A unique cell-surface protein phenotype distinguishes human small-cell from non-small-cell lung cancer.

Abstract

Radioiodination (125I) and two-dimensional polyacrylamide gel electrophoresis were used to determine that small- (oat) cell lung carcinoma (SCC).sbd. a tumor with neuroendocrine features.sbd.possesses a surface protein pattern distinct from the other types of lung cancer cells (squamous, adeno-, and large-cell undifferentiated carcinoma). Twelve distinguishing proteins, 40-70 kilodaltons (kDal), characterized 4 lines of SCC; 3 of these, designated E (60 kDal; pI = 7.3), S (30 kDal; pI = 6.0), and U (57 kDal; pI = 5.6), may be unique SCC gene products and were identified only in [35S]methionine labeling of SCC and not in non-SCC or human fibroblasts.

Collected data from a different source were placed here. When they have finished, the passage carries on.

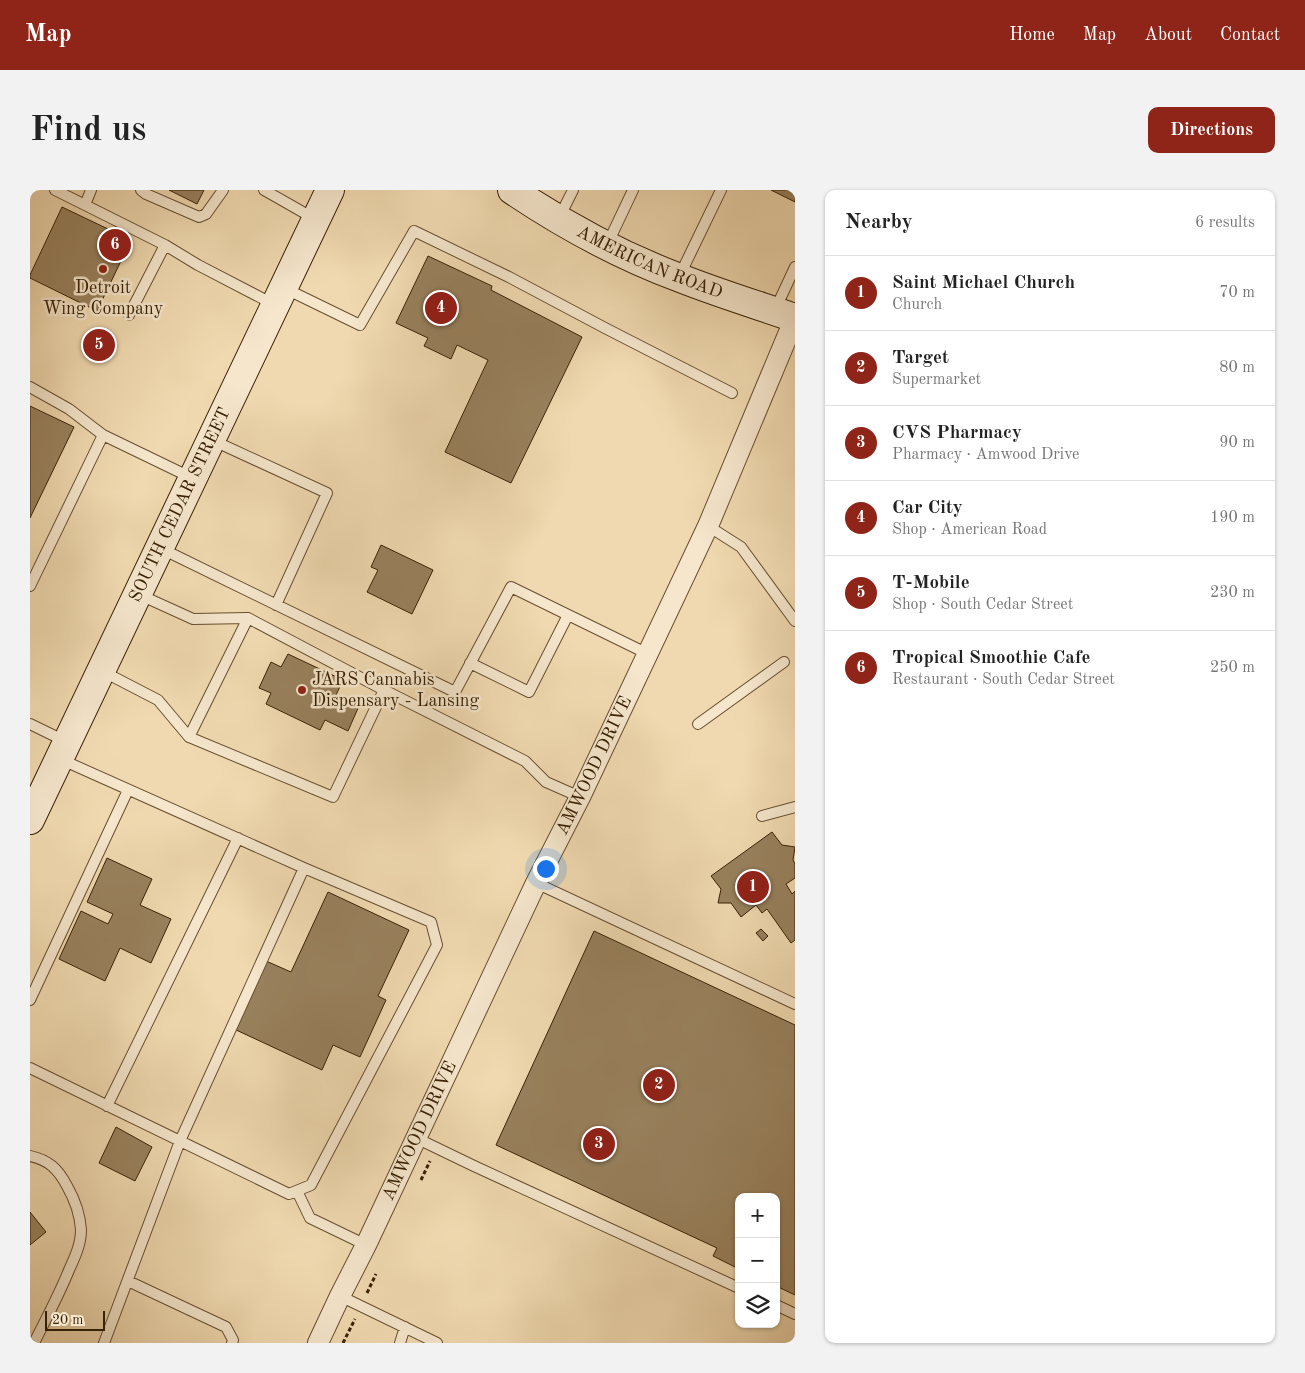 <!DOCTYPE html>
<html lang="en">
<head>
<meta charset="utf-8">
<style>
	body { margin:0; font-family:"Old Standard TT",serif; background:#f2f2f2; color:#222 }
	.controls { position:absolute; right:15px; bottom:15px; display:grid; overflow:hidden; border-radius:10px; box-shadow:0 1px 4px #0004 }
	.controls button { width:45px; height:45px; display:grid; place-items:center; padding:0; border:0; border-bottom:1px solid #e0e0e0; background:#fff; color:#222; font:25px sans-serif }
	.scale { position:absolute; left:15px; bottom:12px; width:60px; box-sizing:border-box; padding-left:5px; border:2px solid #392104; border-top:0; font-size:14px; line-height:18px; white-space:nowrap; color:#392104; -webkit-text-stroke:4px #f5e6cc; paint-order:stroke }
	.you { position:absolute; left:515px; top:678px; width:18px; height:18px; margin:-12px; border:4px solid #fff; border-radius:50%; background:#1a73e8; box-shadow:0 0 0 8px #1a73e833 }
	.badge { display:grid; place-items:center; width:32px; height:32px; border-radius:50%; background:#8f2418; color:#fff; font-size:16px; font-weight:700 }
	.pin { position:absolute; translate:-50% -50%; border:2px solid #fff; box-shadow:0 1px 5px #0006 }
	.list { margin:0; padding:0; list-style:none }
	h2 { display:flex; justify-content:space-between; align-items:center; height:65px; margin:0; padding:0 20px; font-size:21px }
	h2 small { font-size:16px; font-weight:400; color:#767676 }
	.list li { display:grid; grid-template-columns:32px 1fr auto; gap:15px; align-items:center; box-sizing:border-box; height:75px; padding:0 20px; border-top:1px solid #e0e0e0 }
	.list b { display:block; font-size:19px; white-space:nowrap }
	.list p { margin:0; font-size:16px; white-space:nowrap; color:#767676 }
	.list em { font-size:16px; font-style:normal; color:#767676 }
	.icon { flex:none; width:28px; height:28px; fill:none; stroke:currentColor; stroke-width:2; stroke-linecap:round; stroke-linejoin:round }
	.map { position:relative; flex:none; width:765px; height:1153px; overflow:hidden; border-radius:10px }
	header { display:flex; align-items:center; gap:30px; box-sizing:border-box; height:70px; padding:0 25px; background:#8f2418; color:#fff }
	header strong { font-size:24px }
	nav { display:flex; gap:28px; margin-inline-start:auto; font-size:18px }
	.intro { display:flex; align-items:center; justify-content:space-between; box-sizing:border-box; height:120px; padding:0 30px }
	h1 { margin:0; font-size:35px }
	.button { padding:12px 22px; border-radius:10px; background:#8f2418; color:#fff; font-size:18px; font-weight:700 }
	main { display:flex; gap:30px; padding:0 30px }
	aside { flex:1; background:#fff; border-radius:10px; box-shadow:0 1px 4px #0004 }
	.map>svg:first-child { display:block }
</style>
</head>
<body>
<header>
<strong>Map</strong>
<nav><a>Home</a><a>Map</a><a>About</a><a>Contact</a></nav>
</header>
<div class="intro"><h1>Find us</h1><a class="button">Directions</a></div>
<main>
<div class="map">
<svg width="765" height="1153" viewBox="0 0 765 1153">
	<rect width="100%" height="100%" fill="#f0d9b0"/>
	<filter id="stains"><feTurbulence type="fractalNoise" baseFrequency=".004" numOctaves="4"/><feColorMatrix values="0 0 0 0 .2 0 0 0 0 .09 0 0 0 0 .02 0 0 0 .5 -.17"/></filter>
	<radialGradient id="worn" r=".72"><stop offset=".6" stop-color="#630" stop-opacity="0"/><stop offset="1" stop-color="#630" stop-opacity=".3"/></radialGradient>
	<!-- building -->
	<path fill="#98815d" stroke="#392104" d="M139 0H174L167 14Z
		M741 0H765V12Z
		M32 17 101 50 67 121 0 88V85Z
		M398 66 462 96 461 100 552 147 481 293 415 262 458 170 427 155 421 169 394 156 398 148 366 133Z
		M0 216 44 237 0 328Z
		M351 355 403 380 382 424 337 402 348 380 341 377Z
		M258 464 313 490 306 505 329 516 318 541 295 530 290 540 236 514 241 503 229 498 241 472 251 477Z
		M742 642 752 655 765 657 763 670 765 674V688L756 694 762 704 765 701V750L761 753 737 719 732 723 726 715 711 727 701 713H688L691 699 681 686Z
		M77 668 122 689 110 715 141 729 121 773 90 758 75 791 29 769 51 721 78 734 83 724 57 712Z
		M298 702 379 740 348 806 356 810 330 867 303 855 292 880 204 839 236 771 261 782Z
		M731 739 738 746 733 751 726 743Z
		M564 741 765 835V1105L746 1096V1007H709V1079L683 1066 687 1058 466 955Z
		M86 937 122 957 105 991 69 973Z
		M0 1022 16 1042 0 1055Z"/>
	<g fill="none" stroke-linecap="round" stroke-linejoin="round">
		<defs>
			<path id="lane" d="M25 0 135 55 168 75 245 115
				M111 0 116 4 169 27 176 24 193 0
				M234 0 285 29
				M55 15 61 0
				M529 28 543 0
				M577 55 603 0
				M649 87 691 0
				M254 98 330 135 384 41 479 87 575 138 702 203
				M745 120 765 77
				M99 125 135 55
				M0 197 39 219 73 245 162 288
				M182 250 297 303 246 415
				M678 336 711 357 765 431
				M130 358 425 502 481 397 618 464
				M0 396 73 245
				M108 404 163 429 218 428 354 500 495 571 516 592 550 607
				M440 473 499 502 538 425
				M72 481 128 510 159 547 303 607 354 500
				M0 534 37 552
				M668 534 754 472
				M159 547 218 428
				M732 626 765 617
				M506 693 765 814
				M0 810 98 600
				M0 878 259 1004 281 995 407 755 401 732 274 678 30 569
				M77 916 208 648
				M386 948 444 976 709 1098
				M0 966C19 970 28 979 37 996 45 1010 50 1023 51 1040 51 1054 45 1067 39 1080 29 1105 16 1129 4 1153
				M267 1001 280 1028 336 1055
				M98 1091 196 1137 203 1150 202 1153
				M310 1106 407 1153
				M746 1115 765 1124
				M74 1153 150 951 274 678
				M370 1153 375 1137"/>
			<g id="street">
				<path id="s1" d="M288 1153 310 1106 336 1055 506 693 550 607 678 336 765 128"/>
			</g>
			<g id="secondary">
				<path id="s2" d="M482 0C534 35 591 66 650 88 688 103 727 115 765 128"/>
				<path id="s3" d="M0 630 300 0"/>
			</g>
		</defs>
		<!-- lane casing -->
		<use href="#lane" stroke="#674f2f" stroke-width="12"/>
		<!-- street casing -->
		<use href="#street" stroke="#674f2f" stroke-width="22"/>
		<!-- secondary casing -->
		<use href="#secondary" stroke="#392104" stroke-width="30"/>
		<!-- path -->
		<path stroke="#392104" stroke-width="3" stroke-dasharray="4 2.5" stroke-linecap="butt" d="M391 990 400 971
			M337 1103 346 1084
			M313 1153 325 1129"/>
		<!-- lane -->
		<use href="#lane" stroke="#f5e6cc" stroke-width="10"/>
		<!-- street -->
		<use href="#street" stroke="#f5e6cc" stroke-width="20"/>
		<!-- secondary -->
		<use href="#secondary" stroke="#f5e6cc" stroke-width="28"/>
	</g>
	<!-- markers -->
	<g fill="#8f2418" stroke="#f5e6cc" stroke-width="2">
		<circle cx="73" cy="79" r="5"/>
		<circle cx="272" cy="500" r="5"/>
	</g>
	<g text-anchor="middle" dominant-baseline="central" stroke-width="5" stroke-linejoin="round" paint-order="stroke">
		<!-- street labels -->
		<g font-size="18" fill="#392104" stroke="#f5e6cc">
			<text stroke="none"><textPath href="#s2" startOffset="156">AMERICAN ROAD</textPath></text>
			<text stroke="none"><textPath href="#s3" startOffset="349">SOUTH CEDAR STREET</textPath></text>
			<text stroke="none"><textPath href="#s1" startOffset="640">AMWOOD DRIVE</textPath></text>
			<text stroke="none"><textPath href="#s1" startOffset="235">AMWOOD DRIVE</textPath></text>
		</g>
		<!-- poi labels -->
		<g font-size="18" fill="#392104" stroke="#f5e6cc">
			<text x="73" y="98">Detroit<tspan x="73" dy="21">Wing Company</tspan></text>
			<text x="282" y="490" text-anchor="start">JARS Cannabis<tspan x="282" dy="21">Dispensary - Lansing</tspan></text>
		</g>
	</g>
	<rect width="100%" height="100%" filter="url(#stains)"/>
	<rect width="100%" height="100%" fill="url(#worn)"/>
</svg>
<div class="controls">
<button>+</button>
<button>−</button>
<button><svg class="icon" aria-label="layers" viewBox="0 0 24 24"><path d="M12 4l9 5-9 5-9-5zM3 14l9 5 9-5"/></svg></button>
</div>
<div class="scale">20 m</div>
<div class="you"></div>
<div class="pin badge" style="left:723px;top:697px">1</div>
<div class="pin badge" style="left:629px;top:895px">2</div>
<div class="pin badge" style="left:569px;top:954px">3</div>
<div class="pin badge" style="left:411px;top:118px">4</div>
<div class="pin badge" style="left:69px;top:155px">5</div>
<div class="pin badge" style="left:85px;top:55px">6</div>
</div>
<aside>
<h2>Nearby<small>6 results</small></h2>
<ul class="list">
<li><span class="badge">1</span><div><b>Saint Michael Church</b><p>Church</p></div><em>70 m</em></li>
<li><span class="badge">2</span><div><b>Target</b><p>Supermarket</p></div><em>80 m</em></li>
<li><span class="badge">3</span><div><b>CVS Pharmacy</b><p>Pharmacy · Amwood Drive</p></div><em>90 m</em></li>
<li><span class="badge">4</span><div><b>Car City</b><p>Shop · American Road</p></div><em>190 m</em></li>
<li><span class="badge">5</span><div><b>T-Mobile</b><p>Shop · South Cedar Street</p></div><em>230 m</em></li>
<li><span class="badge">6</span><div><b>Tropical Smoothie Cafe</b><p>Restaurant · South Cedar Street</p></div><em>250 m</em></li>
</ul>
</aside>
</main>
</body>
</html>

Two lines of adeno-, 1 of squamous and 1 of undifferentiated large-cell lung carcinoma exhibited similar surface protein patterns to one another. Nine distinguishing proteins (40-100 kDal) and at least 5 large proteins (> 100 kDal) were unique to these lines. The surface protein phenotypes for SCC and non-SCC were distinct from those for human lymphoblastoid cells and fibroblasts. However, the neuroendocrine features of SCC were further substantiated because 6 of the 12 distinguishing SCC surface proteins, including E and U, were identified on human neuroblastona cells. The proteins identified should help define differentiation steps for normal and neoplastic bronchial epithelial cells, prove useful in better classifying lung cancers, and be instrumental in tracing formation of neuroendocrine cells.